Bisnis.com, JAKARTA — Langkah pemerintah untuk memberikan tambahan PMN sebesar Rp72,449 triliun kepada 12 BUMN dinilai wajar dan perlu dilakukan untuk menolong BUMN.
Kartika Sutandi, Cofounder Jarvis Asset Management mengatakan ke-12 BUMN yang mendapatkan tambahan penyertaan modal negara (PNM) selama ini melakukan penugasan negara untuk melayani masyarakat. Mayoritas BUMN tersebut melakukan pembangunan infrastruktur vital seperti jalan tol guna mendukung pembangunan nasional.
"Saat ini perusahaan BUMN konstruksi memiliki utang yang sangat besar ke perbankan nasional sehingga tambahan PMN merupakan langkah penyelamatan strategis yang dilakukan oleh Menteri BUMN Erick Thohir," katanya melalui keterangan resmi, Selasa (20/7/2021).
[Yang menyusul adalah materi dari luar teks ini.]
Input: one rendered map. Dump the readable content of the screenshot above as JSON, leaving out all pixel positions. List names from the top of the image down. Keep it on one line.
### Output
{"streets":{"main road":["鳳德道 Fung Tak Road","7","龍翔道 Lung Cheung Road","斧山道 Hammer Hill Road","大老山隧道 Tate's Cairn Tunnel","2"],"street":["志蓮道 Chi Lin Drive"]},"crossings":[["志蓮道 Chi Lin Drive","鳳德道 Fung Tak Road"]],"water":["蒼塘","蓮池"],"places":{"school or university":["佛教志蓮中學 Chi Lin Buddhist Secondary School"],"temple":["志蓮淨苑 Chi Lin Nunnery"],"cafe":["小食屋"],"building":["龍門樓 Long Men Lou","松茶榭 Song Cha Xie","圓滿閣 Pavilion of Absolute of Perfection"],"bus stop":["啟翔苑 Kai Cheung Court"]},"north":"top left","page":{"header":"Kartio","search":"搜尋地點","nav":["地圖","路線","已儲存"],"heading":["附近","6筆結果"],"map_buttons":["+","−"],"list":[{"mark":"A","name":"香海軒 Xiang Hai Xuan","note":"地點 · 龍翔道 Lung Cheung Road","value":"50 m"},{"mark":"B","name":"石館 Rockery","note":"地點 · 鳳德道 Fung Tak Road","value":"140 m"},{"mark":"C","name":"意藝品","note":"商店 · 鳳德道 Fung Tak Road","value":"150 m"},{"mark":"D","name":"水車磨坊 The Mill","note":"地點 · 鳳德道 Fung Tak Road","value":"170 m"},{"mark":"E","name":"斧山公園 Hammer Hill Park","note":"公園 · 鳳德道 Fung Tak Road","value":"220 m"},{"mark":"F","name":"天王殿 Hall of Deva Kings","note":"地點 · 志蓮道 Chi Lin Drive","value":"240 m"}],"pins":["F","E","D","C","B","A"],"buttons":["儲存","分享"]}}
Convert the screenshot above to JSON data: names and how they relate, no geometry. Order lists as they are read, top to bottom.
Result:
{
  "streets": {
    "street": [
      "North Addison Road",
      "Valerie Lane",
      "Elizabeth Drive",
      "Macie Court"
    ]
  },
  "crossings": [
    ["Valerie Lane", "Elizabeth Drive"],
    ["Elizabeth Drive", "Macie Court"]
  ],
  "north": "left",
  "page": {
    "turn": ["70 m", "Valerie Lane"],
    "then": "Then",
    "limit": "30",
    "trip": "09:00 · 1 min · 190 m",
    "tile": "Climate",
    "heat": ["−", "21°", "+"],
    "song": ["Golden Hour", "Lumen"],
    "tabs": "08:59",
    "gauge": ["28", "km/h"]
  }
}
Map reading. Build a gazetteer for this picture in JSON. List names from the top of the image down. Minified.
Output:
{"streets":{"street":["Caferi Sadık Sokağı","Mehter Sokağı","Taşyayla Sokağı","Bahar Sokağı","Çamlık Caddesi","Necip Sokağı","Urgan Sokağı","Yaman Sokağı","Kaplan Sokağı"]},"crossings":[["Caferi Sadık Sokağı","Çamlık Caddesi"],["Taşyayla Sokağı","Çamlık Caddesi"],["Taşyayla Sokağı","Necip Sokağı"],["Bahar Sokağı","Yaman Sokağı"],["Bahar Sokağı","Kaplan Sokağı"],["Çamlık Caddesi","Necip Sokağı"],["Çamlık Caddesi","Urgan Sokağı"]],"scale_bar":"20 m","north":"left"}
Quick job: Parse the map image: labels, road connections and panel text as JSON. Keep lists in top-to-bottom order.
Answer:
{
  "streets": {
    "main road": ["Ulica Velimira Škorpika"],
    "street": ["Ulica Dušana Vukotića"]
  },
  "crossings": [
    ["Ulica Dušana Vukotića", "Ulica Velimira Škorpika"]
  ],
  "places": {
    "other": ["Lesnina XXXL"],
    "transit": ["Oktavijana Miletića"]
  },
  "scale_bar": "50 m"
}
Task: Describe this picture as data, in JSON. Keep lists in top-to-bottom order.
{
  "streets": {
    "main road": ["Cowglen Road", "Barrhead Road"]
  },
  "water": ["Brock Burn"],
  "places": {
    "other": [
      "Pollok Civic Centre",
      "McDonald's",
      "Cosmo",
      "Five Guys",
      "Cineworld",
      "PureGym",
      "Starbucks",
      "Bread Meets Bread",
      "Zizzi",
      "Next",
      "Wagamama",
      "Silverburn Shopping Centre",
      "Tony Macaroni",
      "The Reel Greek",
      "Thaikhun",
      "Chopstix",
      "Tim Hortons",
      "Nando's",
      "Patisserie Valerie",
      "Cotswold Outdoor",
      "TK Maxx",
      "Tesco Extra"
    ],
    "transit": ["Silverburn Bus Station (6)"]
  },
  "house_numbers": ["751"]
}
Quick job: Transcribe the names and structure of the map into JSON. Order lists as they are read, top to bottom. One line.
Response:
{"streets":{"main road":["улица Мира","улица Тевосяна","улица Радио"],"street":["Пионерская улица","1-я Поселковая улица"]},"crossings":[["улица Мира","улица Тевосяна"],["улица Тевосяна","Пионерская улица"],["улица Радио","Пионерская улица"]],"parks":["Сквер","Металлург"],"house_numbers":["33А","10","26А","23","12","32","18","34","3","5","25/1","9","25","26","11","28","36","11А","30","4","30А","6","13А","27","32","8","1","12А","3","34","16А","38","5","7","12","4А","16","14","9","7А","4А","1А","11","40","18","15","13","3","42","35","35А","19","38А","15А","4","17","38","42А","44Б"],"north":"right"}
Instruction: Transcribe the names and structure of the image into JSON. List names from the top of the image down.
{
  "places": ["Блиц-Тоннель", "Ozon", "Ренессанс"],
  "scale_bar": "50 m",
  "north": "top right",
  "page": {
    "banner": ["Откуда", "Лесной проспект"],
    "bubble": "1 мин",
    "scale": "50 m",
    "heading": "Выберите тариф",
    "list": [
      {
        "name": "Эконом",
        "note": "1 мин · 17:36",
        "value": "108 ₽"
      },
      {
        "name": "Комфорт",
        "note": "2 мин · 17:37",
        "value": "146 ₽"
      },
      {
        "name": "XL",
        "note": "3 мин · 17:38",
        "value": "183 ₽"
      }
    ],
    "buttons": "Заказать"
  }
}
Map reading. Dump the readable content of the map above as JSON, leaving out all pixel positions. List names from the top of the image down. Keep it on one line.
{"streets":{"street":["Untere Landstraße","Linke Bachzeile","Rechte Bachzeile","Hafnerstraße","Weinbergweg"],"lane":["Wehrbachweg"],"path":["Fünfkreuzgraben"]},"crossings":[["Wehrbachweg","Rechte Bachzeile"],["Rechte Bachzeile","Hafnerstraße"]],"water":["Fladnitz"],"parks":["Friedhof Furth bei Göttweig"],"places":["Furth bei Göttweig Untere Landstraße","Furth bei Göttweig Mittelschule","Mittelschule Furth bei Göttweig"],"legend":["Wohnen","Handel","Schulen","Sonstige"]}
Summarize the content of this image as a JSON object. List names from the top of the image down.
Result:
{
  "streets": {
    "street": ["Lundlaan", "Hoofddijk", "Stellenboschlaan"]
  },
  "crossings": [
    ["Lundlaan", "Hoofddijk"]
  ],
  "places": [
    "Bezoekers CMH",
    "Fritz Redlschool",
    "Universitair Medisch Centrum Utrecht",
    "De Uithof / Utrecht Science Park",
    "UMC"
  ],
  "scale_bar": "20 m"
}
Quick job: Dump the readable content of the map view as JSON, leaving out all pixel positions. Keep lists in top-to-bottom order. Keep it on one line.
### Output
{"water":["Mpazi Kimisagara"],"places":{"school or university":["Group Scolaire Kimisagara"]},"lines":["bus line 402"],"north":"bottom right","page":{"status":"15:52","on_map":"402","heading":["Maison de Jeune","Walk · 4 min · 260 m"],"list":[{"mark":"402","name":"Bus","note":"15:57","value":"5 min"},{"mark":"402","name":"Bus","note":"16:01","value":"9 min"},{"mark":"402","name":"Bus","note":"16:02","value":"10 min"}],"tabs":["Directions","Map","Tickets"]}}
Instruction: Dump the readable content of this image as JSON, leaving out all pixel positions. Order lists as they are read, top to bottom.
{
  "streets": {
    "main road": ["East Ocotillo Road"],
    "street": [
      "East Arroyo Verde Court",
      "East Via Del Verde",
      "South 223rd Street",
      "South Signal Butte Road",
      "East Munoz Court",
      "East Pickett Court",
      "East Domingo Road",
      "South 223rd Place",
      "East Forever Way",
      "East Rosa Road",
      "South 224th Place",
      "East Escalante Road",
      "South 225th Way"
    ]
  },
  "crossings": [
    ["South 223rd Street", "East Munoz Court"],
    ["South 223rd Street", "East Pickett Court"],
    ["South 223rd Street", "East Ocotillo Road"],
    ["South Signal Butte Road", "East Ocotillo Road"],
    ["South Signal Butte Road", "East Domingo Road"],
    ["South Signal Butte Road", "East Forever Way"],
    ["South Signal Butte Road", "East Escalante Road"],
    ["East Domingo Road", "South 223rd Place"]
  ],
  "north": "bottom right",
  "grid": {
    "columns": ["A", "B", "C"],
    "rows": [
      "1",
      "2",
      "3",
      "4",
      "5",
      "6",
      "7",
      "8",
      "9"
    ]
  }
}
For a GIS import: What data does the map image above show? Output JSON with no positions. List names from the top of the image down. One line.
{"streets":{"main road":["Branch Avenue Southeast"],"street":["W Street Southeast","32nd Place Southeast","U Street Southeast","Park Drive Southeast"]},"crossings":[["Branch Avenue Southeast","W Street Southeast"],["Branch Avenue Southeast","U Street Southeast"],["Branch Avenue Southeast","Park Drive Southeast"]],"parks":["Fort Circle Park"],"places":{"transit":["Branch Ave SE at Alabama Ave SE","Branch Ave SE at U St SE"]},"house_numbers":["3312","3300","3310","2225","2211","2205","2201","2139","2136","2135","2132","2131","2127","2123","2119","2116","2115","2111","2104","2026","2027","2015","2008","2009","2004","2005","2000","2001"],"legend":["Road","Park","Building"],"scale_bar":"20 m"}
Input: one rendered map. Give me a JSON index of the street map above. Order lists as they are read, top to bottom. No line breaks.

Kartika melanjutkan besarnya utang BUMN konstruksi misalnya tidak lepas dari kesalahan masa lalu yang dilakukan oleh Menteri Rini Soemarno yang menginstruksikan untuk mempercepat pembangunan infrastruktur di berbagai daerah.
Upaya percepatan pembangunan itu membuat BUMN konstruksi berutang ke bank. Sayangnya, kehadiran pandemi Covid-19 membuat perhitungan untuk membayar utang bank sulit dilakukan.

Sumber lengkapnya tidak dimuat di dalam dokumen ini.